An equivalence can be shown between the stochastic Cauchy analysis and an adjoint vorticity equation, assuming a frozen forward velocity field and in the absence of walls. Such equivalence remains open in the presence of boundaries.
Our stochastic Cauchy analysis developed in this paper may assist in understanding various physical phenomena in transitional and turbulent wall-bounded flows. In addition to the strengthening of wall vorticity, the reciprocal effect could also be studied from the weakening of vorticity during ejection into the interior, proposed by Lighthill (Reference Lighthill1963) to explain the strong concentration of vorticity near the wall in turbulent flow. Although only bypass transition is considered in the present work, the enhanced skin friction during orderly transition may be attributed to vorticity stretching as well, since the last stage of transition is also accompanied by the formation and growth of turbulent spots. Favourable or adverse pressure gradients might contribute to the wall vorticity during transition through the Lighthill source, but their influence is probably subordinate to vorticity stretching, as speculated by Lighthill (Reference Lighthill1963). The interaction between transition and flow separation can also be interpreted from our conclusions. Since vorticity is brought towards the wall and stretched during transition, achieving a zero-stress condition and flow separation becomes more difficult. Therefore, control strategies that strengthen the near-wall stretching would efficiently suppress separation. In addition, by exploring the near-wall vorticity dynamics, the mechanism of existing drag-reduction approaches might be interpreted in a more comprehensive framework.

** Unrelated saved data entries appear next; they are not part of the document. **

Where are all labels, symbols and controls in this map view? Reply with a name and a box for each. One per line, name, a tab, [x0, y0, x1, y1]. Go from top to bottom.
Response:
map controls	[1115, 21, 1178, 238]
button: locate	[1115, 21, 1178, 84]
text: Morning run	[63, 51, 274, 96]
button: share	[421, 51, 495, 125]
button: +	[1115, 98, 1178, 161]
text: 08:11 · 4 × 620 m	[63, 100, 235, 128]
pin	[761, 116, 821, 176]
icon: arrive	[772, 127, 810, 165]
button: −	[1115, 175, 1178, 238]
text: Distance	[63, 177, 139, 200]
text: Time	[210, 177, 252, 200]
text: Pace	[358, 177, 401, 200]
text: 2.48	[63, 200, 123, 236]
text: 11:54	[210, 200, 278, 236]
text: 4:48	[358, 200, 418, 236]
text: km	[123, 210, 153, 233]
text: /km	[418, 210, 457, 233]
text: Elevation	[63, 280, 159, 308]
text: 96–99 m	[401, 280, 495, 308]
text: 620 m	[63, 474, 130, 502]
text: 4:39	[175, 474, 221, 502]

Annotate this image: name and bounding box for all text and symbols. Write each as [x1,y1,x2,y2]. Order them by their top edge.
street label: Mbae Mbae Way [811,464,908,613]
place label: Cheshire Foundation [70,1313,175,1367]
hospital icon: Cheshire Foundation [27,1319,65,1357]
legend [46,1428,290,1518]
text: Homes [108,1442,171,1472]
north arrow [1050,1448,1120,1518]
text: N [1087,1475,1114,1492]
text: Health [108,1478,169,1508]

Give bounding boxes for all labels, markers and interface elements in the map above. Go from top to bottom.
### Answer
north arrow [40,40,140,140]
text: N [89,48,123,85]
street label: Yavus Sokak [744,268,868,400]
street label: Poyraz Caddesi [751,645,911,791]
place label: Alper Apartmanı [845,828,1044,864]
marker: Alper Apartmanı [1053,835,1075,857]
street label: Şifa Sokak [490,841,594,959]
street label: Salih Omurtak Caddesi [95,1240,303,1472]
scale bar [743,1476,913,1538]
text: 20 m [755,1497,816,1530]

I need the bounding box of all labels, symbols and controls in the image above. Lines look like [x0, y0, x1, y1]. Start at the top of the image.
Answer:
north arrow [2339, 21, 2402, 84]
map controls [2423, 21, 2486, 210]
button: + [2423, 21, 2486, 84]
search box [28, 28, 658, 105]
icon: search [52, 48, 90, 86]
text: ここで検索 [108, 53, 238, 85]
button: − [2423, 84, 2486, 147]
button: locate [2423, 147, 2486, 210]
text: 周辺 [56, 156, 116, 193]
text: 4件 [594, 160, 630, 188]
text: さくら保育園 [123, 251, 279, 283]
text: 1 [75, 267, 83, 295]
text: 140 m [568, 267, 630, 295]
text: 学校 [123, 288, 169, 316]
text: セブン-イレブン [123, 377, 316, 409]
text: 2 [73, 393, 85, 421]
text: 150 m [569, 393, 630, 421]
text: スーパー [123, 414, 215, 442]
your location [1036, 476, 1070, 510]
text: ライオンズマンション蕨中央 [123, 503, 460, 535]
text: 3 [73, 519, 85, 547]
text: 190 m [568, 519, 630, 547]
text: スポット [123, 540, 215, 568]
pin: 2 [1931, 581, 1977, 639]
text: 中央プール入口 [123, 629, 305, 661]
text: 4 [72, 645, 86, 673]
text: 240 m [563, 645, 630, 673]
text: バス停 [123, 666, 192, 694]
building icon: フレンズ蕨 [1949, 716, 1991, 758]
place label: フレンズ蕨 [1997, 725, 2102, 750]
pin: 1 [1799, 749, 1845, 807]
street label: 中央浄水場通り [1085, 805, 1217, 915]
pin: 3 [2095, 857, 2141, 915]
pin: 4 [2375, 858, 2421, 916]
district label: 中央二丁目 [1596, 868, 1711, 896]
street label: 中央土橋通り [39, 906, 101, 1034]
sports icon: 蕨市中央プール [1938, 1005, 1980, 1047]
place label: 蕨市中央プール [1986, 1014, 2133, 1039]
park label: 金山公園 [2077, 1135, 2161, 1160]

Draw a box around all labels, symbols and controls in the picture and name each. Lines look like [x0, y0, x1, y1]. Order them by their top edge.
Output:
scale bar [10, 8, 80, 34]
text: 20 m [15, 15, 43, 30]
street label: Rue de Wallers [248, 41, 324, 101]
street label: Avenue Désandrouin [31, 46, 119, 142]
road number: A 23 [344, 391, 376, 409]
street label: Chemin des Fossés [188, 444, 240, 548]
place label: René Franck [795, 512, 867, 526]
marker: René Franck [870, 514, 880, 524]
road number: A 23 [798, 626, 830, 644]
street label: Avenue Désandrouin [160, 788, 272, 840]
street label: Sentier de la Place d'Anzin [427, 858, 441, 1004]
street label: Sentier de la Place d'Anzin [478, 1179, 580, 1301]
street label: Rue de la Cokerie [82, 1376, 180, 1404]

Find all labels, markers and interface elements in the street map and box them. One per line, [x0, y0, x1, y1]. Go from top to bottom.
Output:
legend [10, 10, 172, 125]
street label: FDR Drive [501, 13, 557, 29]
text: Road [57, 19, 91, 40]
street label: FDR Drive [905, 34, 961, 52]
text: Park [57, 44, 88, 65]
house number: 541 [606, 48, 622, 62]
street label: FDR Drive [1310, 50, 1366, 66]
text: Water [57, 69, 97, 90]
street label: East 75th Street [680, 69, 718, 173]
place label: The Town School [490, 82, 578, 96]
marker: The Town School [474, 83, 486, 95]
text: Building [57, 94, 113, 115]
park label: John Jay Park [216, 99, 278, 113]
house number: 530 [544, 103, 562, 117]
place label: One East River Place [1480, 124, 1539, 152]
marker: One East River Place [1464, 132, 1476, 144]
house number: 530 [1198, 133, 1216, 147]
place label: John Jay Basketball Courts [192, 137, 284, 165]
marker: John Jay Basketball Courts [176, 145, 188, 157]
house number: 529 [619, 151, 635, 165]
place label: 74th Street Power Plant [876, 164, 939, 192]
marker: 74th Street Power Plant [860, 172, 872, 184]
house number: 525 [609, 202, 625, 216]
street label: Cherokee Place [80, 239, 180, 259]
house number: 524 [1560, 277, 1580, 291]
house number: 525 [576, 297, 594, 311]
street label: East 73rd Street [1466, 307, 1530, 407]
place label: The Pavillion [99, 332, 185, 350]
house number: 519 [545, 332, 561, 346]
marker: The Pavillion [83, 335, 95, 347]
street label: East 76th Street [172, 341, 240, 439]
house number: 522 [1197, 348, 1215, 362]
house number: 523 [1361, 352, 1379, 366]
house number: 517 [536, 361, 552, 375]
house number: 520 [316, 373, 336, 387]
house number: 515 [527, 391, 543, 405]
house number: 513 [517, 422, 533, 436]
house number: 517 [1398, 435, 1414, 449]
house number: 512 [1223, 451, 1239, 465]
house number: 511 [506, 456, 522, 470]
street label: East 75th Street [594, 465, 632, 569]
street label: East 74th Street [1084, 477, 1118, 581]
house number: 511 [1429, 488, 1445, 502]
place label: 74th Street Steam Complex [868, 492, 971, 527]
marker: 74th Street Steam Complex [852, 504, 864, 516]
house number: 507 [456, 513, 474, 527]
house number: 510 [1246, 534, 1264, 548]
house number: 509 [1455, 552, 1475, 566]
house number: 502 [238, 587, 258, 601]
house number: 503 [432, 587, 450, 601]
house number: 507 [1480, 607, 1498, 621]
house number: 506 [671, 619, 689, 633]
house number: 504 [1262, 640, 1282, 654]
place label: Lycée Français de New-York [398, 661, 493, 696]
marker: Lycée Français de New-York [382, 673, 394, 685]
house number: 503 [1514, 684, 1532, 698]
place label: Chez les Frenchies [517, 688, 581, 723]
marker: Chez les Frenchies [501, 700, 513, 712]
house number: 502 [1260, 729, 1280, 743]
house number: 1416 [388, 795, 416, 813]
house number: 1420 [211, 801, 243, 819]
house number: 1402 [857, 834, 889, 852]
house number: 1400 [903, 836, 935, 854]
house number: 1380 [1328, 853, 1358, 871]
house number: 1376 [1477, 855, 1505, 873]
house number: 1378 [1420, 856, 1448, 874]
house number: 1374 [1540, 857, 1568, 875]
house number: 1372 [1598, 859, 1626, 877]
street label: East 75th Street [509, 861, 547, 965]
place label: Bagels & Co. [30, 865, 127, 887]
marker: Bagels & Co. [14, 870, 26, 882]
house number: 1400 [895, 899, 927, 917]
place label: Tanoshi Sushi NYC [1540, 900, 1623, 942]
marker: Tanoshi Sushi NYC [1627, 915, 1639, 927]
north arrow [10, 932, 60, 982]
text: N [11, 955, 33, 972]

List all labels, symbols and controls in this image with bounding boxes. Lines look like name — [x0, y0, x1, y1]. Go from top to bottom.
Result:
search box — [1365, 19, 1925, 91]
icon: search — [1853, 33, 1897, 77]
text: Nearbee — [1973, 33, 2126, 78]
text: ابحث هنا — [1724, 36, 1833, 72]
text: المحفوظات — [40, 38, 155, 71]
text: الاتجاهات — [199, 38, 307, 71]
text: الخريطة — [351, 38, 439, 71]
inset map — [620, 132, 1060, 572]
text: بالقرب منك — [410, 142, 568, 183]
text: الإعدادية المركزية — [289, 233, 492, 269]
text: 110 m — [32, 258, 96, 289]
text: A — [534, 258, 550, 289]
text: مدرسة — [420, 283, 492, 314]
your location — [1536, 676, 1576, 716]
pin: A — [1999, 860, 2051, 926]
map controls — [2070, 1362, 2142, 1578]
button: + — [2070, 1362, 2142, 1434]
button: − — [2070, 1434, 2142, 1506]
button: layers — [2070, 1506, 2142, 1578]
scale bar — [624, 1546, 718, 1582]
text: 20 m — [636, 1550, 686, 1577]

Supplementary material and movie
Supplementary material and movie are available at https://doi.org/10.1017/jfm.2022.296.
Acknowledgements
Computational resources were provided by the Maryland Advanced Research Computing Center (MARCC).
Declaration of interests
The authors report no conflict of interest.
Funding
The authors acknowledge the financial support from the Simons Foundation and from the Office of Naval Research (grant N00014-20-1-2715).
Appendix A. Numerical evaluation of the boundary local time
Recall the discrete equation for the particle location in backward time,
\begin{equation} \tilde{\boldsymbol{A}}_{t}^{s_{k}}(\boldsymbol{x}) = \tilde{\boldsymbol{A}}_{t}^{s_{k-1}}(\boldsymbol{x})-\boldsymbol{u} (\tilde{\boldsymbol{A}}_{t}^{s_{k-1}}(\boldsymbol{x}), s_{k-1}) {\rm \Delta} s+\sqrt{2 \nu {\rm \Delta} s} \tilde{\boldsymbol {N}}_{k} - \nu {\rm \Delta} \ell_{k} \hat{\boldsymbol y}. \end{equation}
In this appendix we elaborate how to evaluate the increment of the boundary local time density 
${\rm \Delta} \ell _k = \ell _t^{s_k} - \ell _t^{s_{k-1}}$ in the last term of (A1). For simplicity, we adopt a short-hand notation for 
$\tilde{\boldsymbol {A}}^s_t(\boldsymbol x)$,
\begin{equation} \tilde{\boldsymbol {A}}(s) \,{:=}\, \tilde{\boldsymbol {A}}^s_t(\boldsymbol x), \end{equation}and (A1) is rewritten as
\begin{equation} \tilde{\boldsymbol {A}}(s_k) = \tilde{\boldsymbol {A}}(s_{k-1}) + {\rm \Delta} \tilde{\boldsymbol {A}}(s_k;s_{k-1}) - \nu {\rm \Delta} \ell_k \hat {\boldsymbol y}, \end{equation}
where at any time 
$s \in [s_k,s_{k-1}]$, the term 
${\rm \Delta} \tilde {\boldsymbol {A}}(s;s_{k-1})$ is given by the Euler–Maruyama scheme,
\begin{equation} {\rm \Delta} \tilde{\boldsymbol {A}}(s;s_{k-1}) = \boldsymbol u (\tilde{\boldsymbol {A}}(s_{k-1}), s_{k-1})(s - s_{k-1}) + \sqrt{2\nu} (\tilde{\boldsymbol W}(s) - \tilde{\boldsymbol W}(s_{k-1})). \end{equation}The last term in (A3) is given by the Skorohod equation (Zambotti Reference Zambotti2017, chapter 2),
\begin{equation} \nu {\rm \Delta} \ell_k={-}\max \{0, \max _{s_{k} \leq s \leq s_{k-1}} \{-\hat{\boldsymbol{y}} \boldsymbol{\cdot} (\tilde{\boldsymbol {A}}(s_{k-1}) + {\rm \Delta} \tilde{\boldsymbol {A}}(s;s_{k-1}) )\}\}, \end{equation}
which is non-zero only if the lowest possible location of the particle within 
$s \in [s_k,s_{k-1}]$ is beneath the wall.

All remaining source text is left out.